## Aim of the exercise
Please start at the first line of the records beneath and quote each line exactly, ending with the line containing "position:relative; width:2219px; height:1380px;".

## Input for this task
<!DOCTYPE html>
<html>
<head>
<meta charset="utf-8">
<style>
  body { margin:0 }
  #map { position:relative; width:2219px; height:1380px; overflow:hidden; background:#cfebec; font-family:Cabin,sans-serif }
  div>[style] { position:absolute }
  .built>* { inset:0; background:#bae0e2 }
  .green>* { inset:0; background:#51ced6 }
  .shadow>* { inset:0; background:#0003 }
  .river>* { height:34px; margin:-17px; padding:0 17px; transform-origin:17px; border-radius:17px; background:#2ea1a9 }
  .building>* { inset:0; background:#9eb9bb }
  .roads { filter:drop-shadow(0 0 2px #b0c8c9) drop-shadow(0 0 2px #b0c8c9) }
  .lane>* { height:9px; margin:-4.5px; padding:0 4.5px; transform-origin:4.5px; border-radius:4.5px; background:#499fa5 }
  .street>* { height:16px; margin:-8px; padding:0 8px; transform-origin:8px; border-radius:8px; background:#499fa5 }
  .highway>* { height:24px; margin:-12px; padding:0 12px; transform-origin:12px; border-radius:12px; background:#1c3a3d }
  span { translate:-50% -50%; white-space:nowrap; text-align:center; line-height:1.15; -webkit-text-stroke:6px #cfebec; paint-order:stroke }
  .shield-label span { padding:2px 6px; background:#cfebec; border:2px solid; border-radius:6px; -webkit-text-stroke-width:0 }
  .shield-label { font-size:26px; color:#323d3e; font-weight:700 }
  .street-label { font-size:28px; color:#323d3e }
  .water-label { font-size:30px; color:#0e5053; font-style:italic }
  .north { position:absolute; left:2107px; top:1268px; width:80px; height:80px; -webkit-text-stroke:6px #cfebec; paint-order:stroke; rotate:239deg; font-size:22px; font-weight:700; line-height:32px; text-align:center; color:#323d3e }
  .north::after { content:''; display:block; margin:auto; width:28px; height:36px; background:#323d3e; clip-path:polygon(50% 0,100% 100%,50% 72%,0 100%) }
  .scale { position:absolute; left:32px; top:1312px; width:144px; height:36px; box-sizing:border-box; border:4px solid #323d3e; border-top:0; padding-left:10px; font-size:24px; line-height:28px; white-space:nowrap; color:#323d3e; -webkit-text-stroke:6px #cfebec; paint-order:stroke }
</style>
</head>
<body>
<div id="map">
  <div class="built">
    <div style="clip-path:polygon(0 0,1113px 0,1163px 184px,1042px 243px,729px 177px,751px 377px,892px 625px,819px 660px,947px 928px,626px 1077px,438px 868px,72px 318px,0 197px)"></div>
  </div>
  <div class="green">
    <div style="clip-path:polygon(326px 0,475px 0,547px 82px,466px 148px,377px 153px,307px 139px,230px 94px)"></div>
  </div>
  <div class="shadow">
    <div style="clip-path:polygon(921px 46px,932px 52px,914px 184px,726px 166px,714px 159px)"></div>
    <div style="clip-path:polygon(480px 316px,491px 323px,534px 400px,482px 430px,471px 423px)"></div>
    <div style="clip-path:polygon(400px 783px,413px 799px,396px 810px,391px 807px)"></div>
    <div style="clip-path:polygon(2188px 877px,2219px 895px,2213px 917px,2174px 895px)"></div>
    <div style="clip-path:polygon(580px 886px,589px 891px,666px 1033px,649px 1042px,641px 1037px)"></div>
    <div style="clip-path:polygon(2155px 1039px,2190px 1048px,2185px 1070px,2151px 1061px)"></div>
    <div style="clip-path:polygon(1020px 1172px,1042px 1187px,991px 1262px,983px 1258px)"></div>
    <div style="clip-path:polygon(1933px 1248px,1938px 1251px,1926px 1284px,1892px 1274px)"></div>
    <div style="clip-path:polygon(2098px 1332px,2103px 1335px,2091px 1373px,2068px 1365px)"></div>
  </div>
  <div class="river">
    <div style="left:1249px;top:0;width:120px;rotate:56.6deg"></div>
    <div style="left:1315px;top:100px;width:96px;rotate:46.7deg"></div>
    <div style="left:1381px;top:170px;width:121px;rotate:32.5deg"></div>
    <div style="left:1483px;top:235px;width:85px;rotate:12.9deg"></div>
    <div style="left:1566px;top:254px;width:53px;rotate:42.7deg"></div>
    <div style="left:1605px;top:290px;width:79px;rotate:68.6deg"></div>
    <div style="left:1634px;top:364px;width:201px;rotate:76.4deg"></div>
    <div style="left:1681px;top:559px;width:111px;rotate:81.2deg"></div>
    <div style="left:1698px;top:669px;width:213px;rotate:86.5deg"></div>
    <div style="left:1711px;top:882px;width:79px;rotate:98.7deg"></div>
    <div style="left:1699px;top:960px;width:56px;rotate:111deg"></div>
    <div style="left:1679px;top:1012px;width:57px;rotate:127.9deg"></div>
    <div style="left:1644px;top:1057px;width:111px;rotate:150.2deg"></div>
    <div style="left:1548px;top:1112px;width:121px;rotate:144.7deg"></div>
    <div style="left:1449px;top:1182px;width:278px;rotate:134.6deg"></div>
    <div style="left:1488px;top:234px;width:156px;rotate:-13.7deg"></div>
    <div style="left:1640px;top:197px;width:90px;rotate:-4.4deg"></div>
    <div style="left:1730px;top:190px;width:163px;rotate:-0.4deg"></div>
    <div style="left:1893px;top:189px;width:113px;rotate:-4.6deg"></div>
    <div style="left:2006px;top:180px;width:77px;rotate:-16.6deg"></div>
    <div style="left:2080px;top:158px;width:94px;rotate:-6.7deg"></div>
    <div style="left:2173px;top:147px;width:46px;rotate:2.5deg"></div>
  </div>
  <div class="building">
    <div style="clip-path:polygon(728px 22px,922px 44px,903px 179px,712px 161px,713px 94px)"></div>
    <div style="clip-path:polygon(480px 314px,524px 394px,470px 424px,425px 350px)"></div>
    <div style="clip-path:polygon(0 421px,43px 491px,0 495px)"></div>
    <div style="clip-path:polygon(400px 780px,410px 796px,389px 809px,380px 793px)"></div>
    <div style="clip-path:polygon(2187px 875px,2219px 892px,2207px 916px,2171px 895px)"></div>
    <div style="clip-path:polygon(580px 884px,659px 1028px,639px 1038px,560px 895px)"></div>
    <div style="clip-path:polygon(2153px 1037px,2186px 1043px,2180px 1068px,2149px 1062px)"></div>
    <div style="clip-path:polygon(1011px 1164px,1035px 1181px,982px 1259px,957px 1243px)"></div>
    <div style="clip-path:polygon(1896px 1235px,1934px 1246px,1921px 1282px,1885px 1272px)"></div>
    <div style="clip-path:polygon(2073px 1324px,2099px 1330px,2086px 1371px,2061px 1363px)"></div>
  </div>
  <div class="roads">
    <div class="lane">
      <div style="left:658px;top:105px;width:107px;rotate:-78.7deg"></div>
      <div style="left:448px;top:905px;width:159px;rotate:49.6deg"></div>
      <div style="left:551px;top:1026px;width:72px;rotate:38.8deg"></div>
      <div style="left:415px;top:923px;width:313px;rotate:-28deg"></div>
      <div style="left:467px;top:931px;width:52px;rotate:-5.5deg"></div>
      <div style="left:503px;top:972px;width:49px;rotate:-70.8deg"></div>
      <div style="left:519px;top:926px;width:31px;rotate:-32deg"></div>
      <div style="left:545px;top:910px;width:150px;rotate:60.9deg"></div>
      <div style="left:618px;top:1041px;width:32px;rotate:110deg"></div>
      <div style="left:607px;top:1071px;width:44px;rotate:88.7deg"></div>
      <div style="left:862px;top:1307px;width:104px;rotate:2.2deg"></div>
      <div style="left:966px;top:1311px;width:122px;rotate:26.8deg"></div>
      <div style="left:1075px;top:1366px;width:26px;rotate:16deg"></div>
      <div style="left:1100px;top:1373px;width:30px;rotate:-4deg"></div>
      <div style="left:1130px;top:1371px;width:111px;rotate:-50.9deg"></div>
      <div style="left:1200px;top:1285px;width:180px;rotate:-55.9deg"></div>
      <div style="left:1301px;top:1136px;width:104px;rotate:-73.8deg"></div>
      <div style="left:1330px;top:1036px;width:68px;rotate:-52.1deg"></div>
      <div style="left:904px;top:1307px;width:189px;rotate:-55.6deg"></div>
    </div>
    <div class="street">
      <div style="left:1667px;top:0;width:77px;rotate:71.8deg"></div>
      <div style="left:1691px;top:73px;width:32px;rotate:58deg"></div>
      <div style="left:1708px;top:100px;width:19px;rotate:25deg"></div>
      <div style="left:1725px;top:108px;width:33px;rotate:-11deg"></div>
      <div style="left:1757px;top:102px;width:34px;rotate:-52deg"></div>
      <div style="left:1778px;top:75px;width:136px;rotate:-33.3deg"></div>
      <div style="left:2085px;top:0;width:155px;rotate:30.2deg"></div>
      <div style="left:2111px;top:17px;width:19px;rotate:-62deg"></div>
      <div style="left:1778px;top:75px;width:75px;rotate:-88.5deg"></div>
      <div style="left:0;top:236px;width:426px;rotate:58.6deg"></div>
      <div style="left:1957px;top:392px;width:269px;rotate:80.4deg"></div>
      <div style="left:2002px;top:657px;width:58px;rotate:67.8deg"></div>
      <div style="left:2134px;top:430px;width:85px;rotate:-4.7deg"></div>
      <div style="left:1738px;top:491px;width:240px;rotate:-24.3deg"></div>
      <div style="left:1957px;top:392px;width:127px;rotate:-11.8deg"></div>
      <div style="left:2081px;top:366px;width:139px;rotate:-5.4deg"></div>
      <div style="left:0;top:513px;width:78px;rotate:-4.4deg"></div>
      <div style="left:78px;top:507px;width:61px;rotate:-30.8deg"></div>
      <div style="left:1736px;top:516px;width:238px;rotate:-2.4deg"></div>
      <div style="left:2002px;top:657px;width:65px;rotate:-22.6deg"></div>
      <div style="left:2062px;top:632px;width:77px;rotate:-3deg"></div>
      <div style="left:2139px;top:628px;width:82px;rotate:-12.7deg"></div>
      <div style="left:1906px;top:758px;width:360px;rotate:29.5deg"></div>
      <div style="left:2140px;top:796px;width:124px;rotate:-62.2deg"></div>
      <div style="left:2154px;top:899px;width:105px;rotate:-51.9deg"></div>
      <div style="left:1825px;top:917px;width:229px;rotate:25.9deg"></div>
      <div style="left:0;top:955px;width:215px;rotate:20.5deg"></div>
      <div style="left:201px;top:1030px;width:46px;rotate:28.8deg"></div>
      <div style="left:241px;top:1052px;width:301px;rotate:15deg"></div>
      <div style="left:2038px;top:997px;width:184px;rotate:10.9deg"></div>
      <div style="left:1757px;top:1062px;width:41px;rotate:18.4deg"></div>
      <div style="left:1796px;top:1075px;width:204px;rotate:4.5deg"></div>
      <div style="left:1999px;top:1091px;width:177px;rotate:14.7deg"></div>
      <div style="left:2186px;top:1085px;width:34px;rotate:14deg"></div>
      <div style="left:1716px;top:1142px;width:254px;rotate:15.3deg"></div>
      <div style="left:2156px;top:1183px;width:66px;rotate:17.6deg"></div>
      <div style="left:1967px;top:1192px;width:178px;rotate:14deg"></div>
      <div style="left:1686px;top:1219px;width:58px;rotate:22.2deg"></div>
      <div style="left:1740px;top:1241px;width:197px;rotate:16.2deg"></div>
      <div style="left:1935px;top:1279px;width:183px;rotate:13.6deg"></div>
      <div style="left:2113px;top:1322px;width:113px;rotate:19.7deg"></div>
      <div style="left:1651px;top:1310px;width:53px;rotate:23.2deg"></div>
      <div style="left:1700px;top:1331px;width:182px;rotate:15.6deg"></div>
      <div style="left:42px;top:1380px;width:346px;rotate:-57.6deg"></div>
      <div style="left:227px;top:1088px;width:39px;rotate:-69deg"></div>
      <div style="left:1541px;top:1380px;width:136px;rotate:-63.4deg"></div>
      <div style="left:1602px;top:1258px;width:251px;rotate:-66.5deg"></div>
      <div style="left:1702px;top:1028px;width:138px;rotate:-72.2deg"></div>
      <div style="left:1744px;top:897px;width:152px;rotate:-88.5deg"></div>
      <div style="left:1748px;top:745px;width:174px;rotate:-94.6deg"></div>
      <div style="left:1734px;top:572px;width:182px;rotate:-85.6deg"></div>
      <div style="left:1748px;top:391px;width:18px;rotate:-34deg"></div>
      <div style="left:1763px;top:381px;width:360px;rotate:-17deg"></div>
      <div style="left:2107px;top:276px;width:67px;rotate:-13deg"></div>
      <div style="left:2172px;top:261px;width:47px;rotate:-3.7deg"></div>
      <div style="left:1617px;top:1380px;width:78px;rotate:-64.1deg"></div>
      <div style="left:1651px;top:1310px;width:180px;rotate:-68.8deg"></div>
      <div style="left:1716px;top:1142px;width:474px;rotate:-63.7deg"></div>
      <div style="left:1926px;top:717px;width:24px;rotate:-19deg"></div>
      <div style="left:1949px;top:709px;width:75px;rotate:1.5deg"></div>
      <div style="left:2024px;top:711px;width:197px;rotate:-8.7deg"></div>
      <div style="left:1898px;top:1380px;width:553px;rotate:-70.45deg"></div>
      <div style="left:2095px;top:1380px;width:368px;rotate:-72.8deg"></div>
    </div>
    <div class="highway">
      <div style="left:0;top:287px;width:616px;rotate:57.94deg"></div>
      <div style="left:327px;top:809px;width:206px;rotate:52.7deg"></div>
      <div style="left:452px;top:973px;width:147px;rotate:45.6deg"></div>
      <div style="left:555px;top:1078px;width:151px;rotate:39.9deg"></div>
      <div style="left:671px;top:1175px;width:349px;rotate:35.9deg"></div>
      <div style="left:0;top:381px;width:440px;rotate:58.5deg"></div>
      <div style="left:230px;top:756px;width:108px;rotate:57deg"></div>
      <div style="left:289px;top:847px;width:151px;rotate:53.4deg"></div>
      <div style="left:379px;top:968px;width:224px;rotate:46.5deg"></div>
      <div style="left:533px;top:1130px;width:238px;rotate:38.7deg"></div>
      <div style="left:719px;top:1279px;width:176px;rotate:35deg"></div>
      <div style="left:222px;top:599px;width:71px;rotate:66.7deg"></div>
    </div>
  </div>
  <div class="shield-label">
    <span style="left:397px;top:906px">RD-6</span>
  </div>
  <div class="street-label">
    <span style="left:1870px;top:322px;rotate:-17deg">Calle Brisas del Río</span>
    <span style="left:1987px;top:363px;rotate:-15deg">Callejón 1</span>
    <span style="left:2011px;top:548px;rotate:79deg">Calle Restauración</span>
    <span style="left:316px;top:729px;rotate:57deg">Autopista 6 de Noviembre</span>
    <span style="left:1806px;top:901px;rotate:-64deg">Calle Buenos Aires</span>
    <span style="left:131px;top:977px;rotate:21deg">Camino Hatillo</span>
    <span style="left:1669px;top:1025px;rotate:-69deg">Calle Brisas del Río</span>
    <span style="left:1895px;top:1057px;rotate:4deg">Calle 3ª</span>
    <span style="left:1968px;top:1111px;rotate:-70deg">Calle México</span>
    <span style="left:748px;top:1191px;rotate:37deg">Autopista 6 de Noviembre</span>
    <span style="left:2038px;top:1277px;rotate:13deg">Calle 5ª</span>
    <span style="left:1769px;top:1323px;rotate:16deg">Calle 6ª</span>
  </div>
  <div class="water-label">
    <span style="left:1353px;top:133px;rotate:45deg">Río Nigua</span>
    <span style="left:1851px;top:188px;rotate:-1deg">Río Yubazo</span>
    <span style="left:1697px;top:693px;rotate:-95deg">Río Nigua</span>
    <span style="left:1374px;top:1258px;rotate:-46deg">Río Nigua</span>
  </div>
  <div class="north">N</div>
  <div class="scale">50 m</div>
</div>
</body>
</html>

## Response
<!DOCTYPE html>
<html>
<head>
<meta charset="utf-8">
<style>
  body { margin:0 }
  #map { position:relative; width:2219px; height:1380px; overflow:hidden; background:#cfebec; font-family:Cabin,sans-serif }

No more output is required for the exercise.